Solutions to achieve school integration in Oakland
A number of districts around the country are tackling the problem of school segregation and Oakland has taken some positive first steps as well:
OUSD convened an enrollment working group where school integration has been a frequent topic of discussion
The Board of Education adopted a resolution (brought forward by Board member Dr. Gary Yee) focused on integration and passed a series of enrollment pilots that include integration-related policies
OUSD partnered with UC Berkeley to further investigate student assignment policies
OUSD joined a national collaborative related to school diversity and integration
Solutions to school segregation in Oakland are not necessarily hard to find. In fact, nearby Berkeley Unified's model has been upheld as one that embodies many of the values related to neighborhood preference and school choice while prioritizing school integration.
Berkeley Unified Diversity Categories (left) and Berkeley Unified Attendance Zones
Based on neighborhood demographics that includes both income and race variables, Berkeley creates diversity categories at the neighborhood level. Attendance boundaries for elementary schools then purposefully cut across different diversity categories (and include multiple school sites) to ensure school demographics represent a cross-section of the city. Berkeley will likely implement a similar model for its middle schools.
Learn more from the research.
Another school district that uses a model similar to Berkeley's is Jefferson County in Louisville, Kentucky.
Jefferson County Diversity Categories (left) and Jefferson County Attendance Zones
In 2014-2015, about 66% of Jefferson County's students were classified as low-income, not too dissimilar from Oakland's rate.
While Oakland enrolls about 62% of its students in schools that serve at least 75% low-income students, however, the same was true for less than 40% of Jefferson County students. Overall, the plan is thought to be "relatively effective in maintaining racially and economically diverse schools".
Learn more here.
San Francisco Unified, after working extensively with researchers at Stanford, has even landed on a similar model to Berkeley's to improve their own integration plan and the Board of Education passed initial plans in December 2020.
As an experiment, here's what a similar scenario to Berkeley's attendance zones would look like in Oakland with each dot representing an OUSD district-run elementary school. The zones below are balanced according to underlying census block groups, similar to Berkeley but actually using a model more similar to San Antonio's Unified.
Zones applied to OUSD boundary with underlying census block groups shaded by wealth category.
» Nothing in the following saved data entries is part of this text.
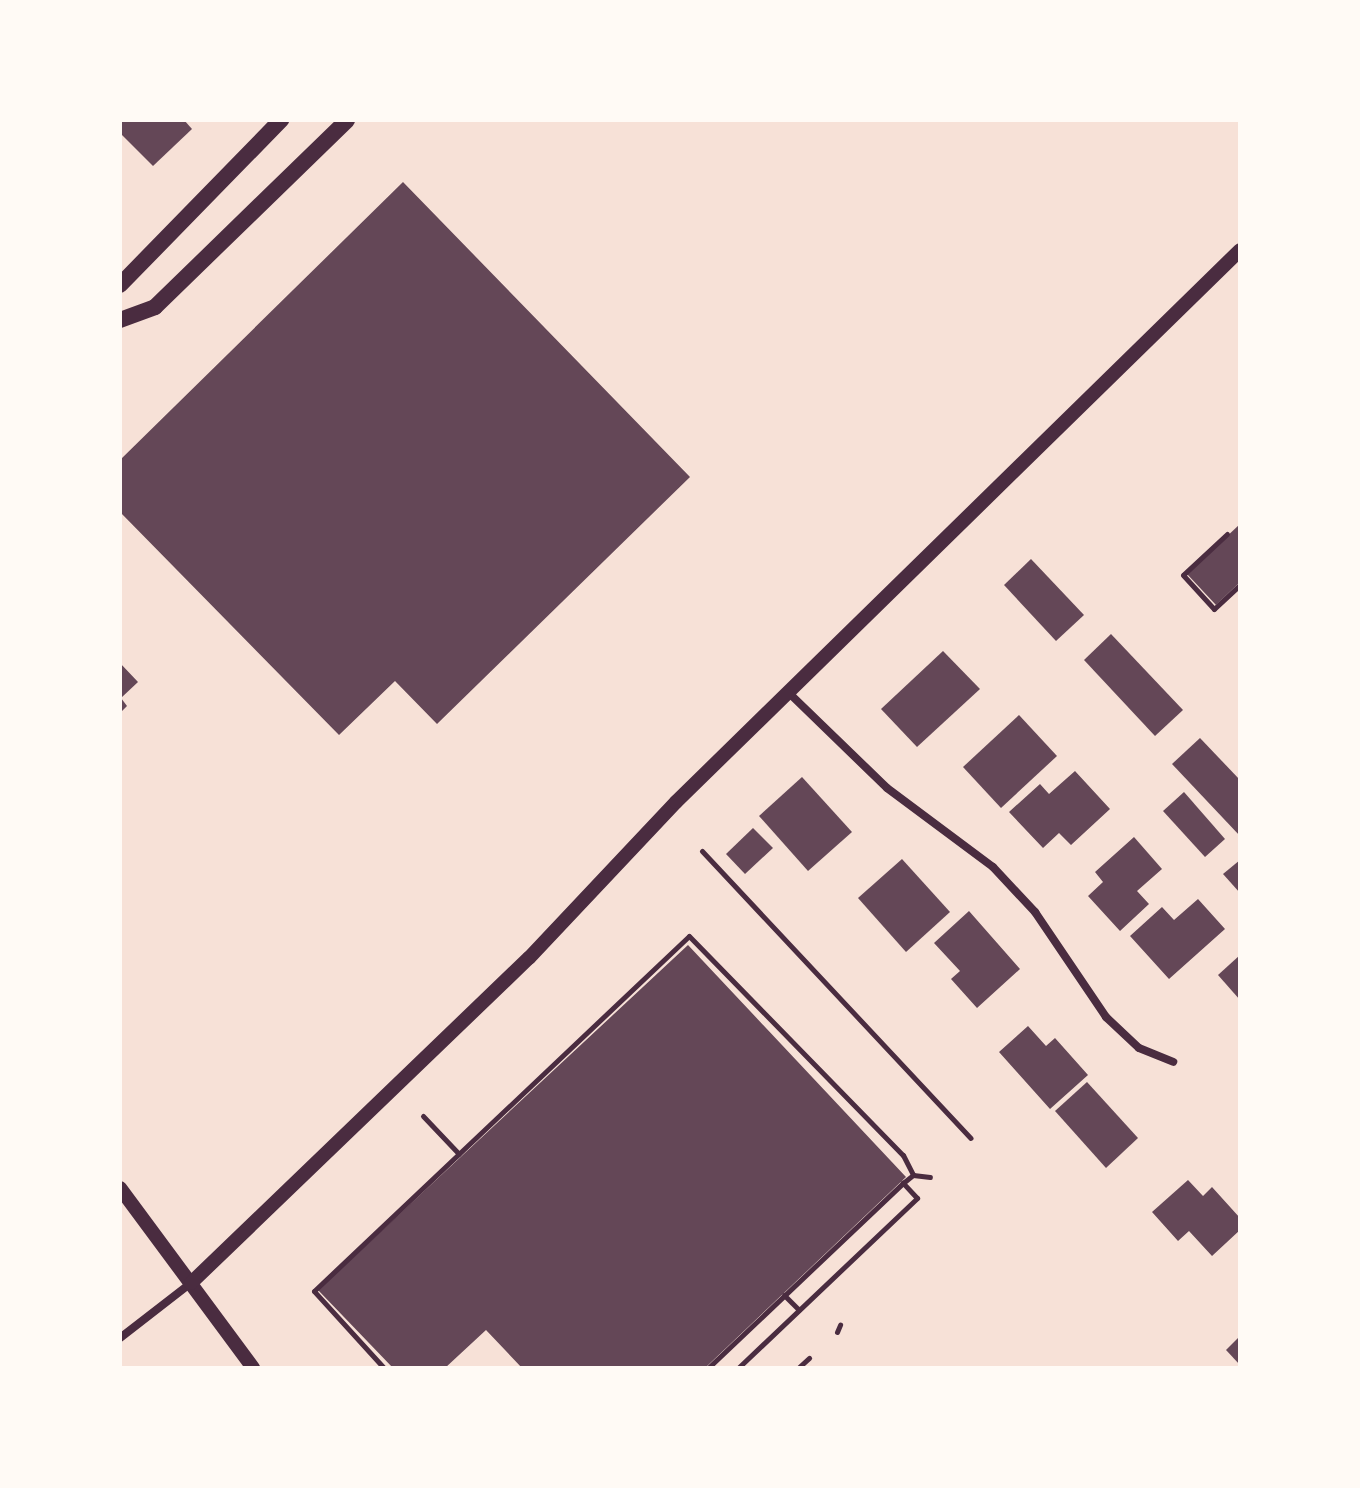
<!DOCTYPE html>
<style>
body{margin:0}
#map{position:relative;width:1360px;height:1488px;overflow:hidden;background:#f7e1d7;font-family:Barlow,sans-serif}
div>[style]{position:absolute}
.building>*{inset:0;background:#644757}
.path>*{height:5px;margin:-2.5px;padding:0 2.5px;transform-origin:2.5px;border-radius:2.5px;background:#4a2c40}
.minor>*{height:8px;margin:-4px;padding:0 4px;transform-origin:4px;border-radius:4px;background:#4a2c40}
.tertiary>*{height:14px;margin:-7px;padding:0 7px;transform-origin:7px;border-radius:7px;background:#4a2c40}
.secondary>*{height:16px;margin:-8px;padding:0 8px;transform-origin:8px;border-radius:8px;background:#4a2c40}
span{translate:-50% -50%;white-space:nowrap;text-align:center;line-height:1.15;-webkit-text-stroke:6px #fffaf5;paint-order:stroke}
.frame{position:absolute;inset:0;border:122px solid #fffaf5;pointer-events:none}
</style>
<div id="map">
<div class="building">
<i style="clip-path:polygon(120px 120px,184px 120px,192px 129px,153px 166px,120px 133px)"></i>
<i style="clip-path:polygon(403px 182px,690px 477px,437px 724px,395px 681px,339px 735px,120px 512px,120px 460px)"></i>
<i style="clip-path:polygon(1240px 524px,1240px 582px,1216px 605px,1187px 574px)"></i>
<i style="clip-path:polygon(1031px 559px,1084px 615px,1056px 641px,1004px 585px)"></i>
<i style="clip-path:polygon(1111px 634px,1183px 710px,1155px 736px,1084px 660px)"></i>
<i style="clip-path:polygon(943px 651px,980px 689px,917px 747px,881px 709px)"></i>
<i style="clip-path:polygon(120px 663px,138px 682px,121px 698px,127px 706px,120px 713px)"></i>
<i style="clip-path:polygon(1019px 715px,1057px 756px,1001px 808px,963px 767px)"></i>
<i style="clip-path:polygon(1200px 738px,1240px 780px,1240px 836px,1172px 764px)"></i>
<i style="clip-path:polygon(1075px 771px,1110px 809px,1071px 845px,1059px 833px,1043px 848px,1009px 812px,1040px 784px,1049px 794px)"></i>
<i style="clip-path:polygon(802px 777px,852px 832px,808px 871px,759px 816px)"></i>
<i style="clip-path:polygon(1184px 792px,1225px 839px,1205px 857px,1163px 811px)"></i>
<i style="clip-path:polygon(753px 828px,773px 848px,745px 874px,726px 854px)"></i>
<i style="clip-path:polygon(1134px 837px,1162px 869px,1137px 891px,1149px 904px,1120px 931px,1088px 896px,1103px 882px,1095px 872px)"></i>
<i style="clip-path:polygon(902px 859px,950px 912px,906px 952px,858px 898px)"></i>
<i style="clip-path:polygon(1240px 860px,1240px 893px,1223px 874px)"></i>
<i style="clip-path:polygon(1198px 899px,1225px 929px,1169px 979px,1130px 936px,1162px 907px,1174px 920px)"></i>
<i style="clip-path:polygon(969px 911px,1020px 969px,977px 1008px,951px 979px,960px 971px,934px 943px)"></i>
<i style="clip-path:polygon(688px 945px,906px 1177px,705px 1368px,522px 1368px,486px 1330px,445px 1368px,393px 1368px,318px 1290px)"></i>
<i style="clip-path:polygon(1240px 955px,1240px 1000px,1218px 975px)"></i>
<i style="clip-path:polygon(1028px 1026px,1046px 1046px,1055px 1038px,1088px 1075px,1050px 1109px,999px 1052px)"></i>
<i style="clip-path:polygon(1087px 1082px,1138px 1138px,1106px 1168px,1055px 1111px)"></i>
<i style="clip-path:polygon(1188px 1180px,1203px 1196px,1212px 1187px,1240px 1218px,1240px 1230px,1212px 1256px,1189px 1231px,1178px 1241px,1152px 1212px)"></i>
<i style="clip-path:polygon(1240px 1336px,1240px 1365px,1226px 1350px)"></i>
</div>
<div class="path">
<i style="left:1227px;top:534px;width:60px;rotate:137deg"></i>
<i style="left:1183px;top:575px;width:46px;rotate:47.6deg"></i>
<i style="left:1214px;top:609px;width:35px;rotate:-43deg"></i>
<i style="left:702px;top:851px;width:393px;rotate:46.9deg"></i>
<i style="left:423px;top:1116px;width:52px;rotate:46.5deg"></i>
<i style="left:784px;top:1295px;width:21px;rotate:45deg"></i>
<i style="left:837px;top:1332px;width:8px;rotate:-67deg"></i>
<i style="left:384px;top:1368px;width:104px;rotate:-132.3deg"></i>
<i style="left:314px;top:1291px;width:516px;rotate:-43.43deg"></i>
<i style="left:689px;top:936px;width:306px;rotate:45.7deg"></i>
<i style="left:903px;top:1155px;width:22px;rotate:63deg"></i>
<i style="left:708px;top:1368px;width:269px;rotate:-43.5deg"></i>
<i style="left:738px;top:1368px;width:247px;rotate:-43.5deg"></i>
<i style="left:917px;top:1198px;width:21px;rotate:-133deg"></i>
<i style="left:903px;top:1183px;width:13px;rotate:-39deg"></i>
<i style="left:913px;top:1175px;width:17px;rotate:7deg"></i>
<i style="left:798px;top:1368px;width:15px;rotate:-42deg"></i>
</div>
<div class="minor">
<i style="left:789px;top:693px;width:136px;rotate:44.1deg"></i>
<i style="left:887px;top:788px;width:132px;rotate:36.7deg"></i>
<i style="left:993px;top:867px;width:62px;rotate:47deg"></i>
<i style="left:1035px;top:912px;width:127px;rotate:55.9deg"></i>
<i style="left:1106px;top:1017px;width:45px;rotate:43.2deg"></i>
<i style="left:1139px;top:1048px;width:37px;rotate:22deg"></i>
<i style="left:120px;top:1338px;width:90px;rotate:-37.8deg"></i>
</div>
<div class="tertiary">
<i style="left:120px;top:1188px;width:224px;rotate:53.5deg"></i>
<i style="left:191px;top:1283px;width:469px;rotate:-43.9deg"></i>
<i style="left:529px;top:958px;width:214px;rotate:-46.7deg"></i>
<i style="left:676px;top:802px;width:789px;rotate:-44.38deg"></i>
</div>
<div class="secondary">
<i style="left:120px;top:285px;width:231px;rotate:-45.7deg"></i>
<i style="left:120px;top:320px;width:37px;rotate:-20deg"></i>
<i style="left:155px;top:307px;width:268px;rotate:-44.2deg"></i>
</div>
<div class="frame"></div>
</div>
See full app.
In Oakland overall, about 13% of elementary students live in what we've categorized as "high-wealth" census block groups (yellow), 28% live in "middle-wealth" groups, and 59% live in "low-wealth" groups.
As we've shown, attendance areas today may only have high-wealth or low-wealth underlying census block groups. Each zone is created to ensure there is a better city-wide representation of wealth groups, mitigating the effects of neighborhood segregation.
What effects would this have? Assuming that Oakland used a similar model to Berkeley's (students could only apply within their zone and, during the lottery process, the district ensured that schools would be balanced according to these wealth categories) Oakland schools could become much more diverse.
Using the model generated by Across Lines, racial isolation would decrease by about 40%; socioeconomic diversity in schools would more than triple; and the Black-White gap in "low-wealth" exposure in schools would decrease by 25%.
Does Berkeley's model make sense for Oakland?
Oakland has more schools than Berkeley and a greater charter school presence which may complicate the model. Berkeley's model is also no panacea to closing racial achievement gaps. The district still struggles greatly with serving it's low-income students of color.
However, Berkeley's approach may be the most racially equitable option that a district can consider while still retaining a decent level of school choice. Not only are schools more racially and socioeconomically diverse, Berkeley offers similar resources across all schools; the idea of "good" and "bad" schools is less of a concern; and its enrollment model has even been attributed to stabilizing city-wide demographics.
OUSD should take a seriously look at its neighbors to the north for lessons on school integration.